TASK GOAL ▸
Of the entries that follow, how many lines hold the word "canvas"? Reply with the number only.

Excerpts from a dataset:
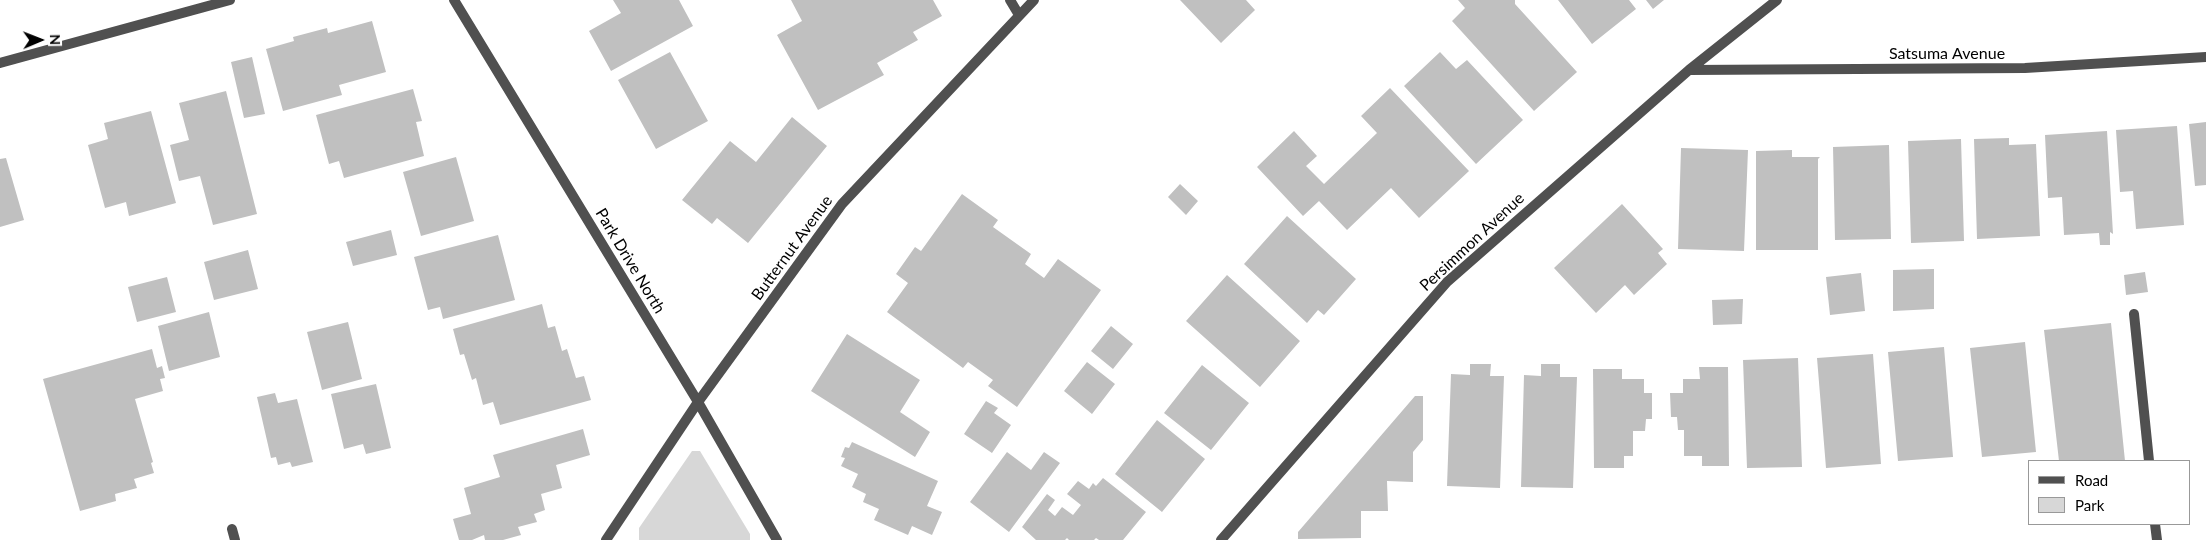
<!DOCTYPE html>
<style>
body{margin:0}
#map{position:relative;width:2206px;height:540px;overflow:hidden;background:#fff;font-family:Lato,sans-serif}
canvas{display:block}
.legend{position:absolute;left:2028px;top:460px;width:162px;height:65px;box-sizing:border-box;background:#fff;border:1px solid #999;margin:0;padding:6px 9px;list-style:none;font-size:15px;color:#000}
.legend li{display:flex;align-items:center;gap:10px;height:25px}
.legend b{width:25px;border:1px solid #999}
.north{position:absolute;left:15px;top:15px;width:50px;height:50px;-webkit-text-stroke:4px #fff;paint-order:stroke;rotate:89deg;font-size:14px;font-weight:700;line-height:20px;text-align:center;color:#000}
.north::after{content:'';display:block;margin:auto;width:18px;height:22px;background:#000;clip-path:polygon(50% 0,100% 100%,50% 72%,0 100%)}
</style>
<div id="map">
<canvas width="2206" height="540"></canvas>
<ul class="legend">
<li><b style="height:6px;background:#505050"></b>Road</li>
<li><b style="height:14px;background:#d7d7d7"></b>Park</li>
</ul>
<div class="north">N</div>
</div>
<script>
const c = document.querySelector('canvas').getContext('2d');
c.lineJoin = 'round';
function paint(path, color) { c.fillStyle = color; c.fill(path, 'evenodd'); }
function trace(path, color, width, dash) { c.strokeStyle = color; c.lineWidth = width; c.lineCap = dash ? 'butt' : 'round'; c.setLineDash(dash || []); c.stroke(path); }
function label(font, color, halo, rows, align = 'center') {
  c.font = font + ' Lato,sans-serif'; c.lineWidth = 4; c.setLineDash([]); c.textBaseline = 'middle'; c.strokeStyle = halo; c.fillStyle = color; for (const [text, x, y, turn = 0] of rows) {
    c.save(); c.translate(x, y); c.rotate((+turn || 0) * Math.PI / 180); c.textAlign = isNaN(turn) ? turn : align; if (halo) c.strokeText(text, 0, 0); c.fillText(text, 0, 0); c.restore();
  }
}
const green = new Path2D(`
 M692,451H700L750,534V540H639V528Z`);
const building = new Path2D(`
 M613,0H679L693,26L611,71L589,31L621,13Z
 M791,0H933L942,16L913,32L918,40L877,63L884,75L818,110L777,35L802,21Z
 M1180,0H1246L1255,10L1221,43Z
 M1458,0H1515V4L1577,72L1534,111L1452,21L1465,8Z
 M1558,0H1629L1636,9L1592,44Z
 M1646,0H1664L1653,9Z
 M372,21L386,72L339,85L342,95L283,111L266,49L294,41L293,37L327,28L328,33Z
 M670,52L708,121L656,149L618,80Z
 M1440,52L1456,69L1467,60L1523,120L1476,164L1404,86Z
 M252,57L265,114L244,118L231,62Z
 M1390,88L1469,171L1419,218L1391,188L1347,230L1319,201L1303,216L1257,167L1294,131L1317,156L1306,166L1324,184L1377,133L1361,116Z
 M413,89L422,121L416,122L424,156L344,178L339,161L329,164L316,115Z
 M226,91L257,214L213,225L200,176L179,181L170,145L189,140L179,103Z
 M151,111L176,203L129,216L126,202L105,208L88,145L108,139L104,123Z
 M792,117L827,146L748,243L717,218L712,224L682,200L730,141L756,162Z
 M2206,122V185L2195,186L2189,124Z
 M2177,126L2184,225L2136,229L2133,191L2120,192L2116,130Z
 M2107,131L2113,234L2110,232V245H2100L2099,233L2064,235L2062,197L2048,198L2045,135Z
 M2009,138V145L2036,144L2040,236L1977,239L1974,139Z
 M1961,139L1964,241L1911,243L1908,141Z
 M1889,145L1891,239L1835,240L1833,147Z
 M1681,148L1748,150L1744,251L1678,249Z
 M1792,150V157H1820L1818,159V250H1756V151Z
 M456,157L474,221L421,236L403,172Z
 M6,158L24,220L0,227V159Z
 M1180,184L1198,201L1186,215L1168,197Z
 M962,194L998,220L993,227L1031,254L1025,264L1044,278L1058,259L1101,290L1017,407L988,386L993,380L968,362L963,368L887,312L908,283L896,274L915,247L921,251Z
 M1622,204L1663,249L1658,253L1667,264L1634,295L1625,285L1596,313L1554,268Z
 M1287,216L1356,279L1324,315L1318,310L1307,323L1244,264Z
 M391,230L397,255L353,266L346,242Z
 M498,235L515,300L443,319L440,307L428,310L414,257Z
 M248,250L258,289L214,300L204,262Z
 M1934,269V309L1893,311V270Z
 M2145,272L2148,292L2126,295L2124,275Z
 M1861,273L1865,311L1830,315L1826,277Z
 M1227,275L1300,341L1260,387L1186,321Z
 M167,277L176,312L137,322L128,287Z
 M1743,299L1742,324L1713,325L1712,300Z
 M542,304L548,328L555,326L562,351L567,349L576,378L584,376L591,400L500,425L493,402L483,405L476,378L472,380L464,354L460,355L453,329Z
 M209,312L220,357L169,371L158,326Z
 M348,322L362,379L322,390L307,332Z
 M2111,323L2125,461H2059L2044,330Z
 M1111,326L1133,344L1113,369L1091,351Z
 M847,334L920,380L900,412L930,432L915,457L811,391Z
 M2025,342L2036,452L1982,457L1970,348Z
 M1944,347L1953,457L1898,461L1888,352Z
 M152,349L157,368L162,366L165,378L160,379L163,391L135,399L153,462L151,463L154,473L134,479L137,488L115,494L116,501L80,511L43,379Z
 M1873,354L1881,464L1826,468L1817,358Z
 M1798,358L1802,467L1747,468L1743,360Z
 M1087,362L1115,384L1092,414L1064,391Z
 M1470,364H1491L1490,376H1504L1500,488L1447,486L1451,374L1470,375Z
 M1541,364H1560V377H1577L1573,488L1521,487L1524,375L1541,376Z
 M1202,365L1249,403L1211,450L1164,413Z
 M1699,367H1728L1729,466H1702V456H1684V430H1678L1677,417H1671L1670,393H1683V379H1700Z
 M1593,369H1622V379H1644V393H1652V419H1646L1645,431H1633V456H1624V468H1594Z
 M376,384L391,448L366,454L363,444L344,449L331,394Z
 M275,393L278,403L297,399L313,462L292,467L290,462L278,465L276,457L271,458L257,397Z
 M1415,396H1423V440L1413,452V482L1387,481L1388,511H1361V538L1298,539V532Z
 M986,401L998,408L994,413L1011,425L992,453L964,434Z
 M1157,420L1205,459L1162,512L1115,474Z
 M583,429L590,455L556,465L562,488L541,494L545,510L534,514L537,522L518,527L521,535L503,540H485L484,535L472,540H459L453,519L471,514L464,488L500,477L493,455Z
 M852,442L938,481L927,506L942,512L932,535L912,526L908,535L874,520L879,509L863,502L866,494L852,487L858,474L841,466L845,458L841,457L845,447L849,448Z
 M1007,452L1031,470L1044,452L1060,463L1009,532L970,502Z
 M1103,478L1146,512L1123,540H1099L1096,538L1094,540H1069L1067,538L1065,540H1036L1022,527L1047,494L1055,500L1048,510L1055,516L1062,507L1073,515L1081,505L1067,494L1078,481L1089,489L1093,483L1096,486Z`);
const service = new Path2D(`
 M2134,314L2149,461
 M2155,524L2157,540
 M232,529L235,540`);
const minor = new Path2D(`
 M454,0L698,402L777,540
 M1010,0L1019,15
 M0,63L230,0
 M1689,70L2025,68L2206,57
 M606,540L698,402L842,204L1034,0
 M1221,540L1447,282L1689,70L1777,0`);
const streetNames = [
 ["Satsuma Avenue",1947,54],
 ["Persimmon Avenue",1472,242,-43],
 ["Butternut Avenue",792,248,-54],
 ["Park Drive North",630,261,59]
];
paint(green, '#d7d7d7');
paint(building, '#c0c0c0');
trace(service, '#505050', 10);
trace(minor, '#505050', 10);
label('16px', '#000', '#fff', streetNames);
</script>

SOLVED PROBLEM ▸
3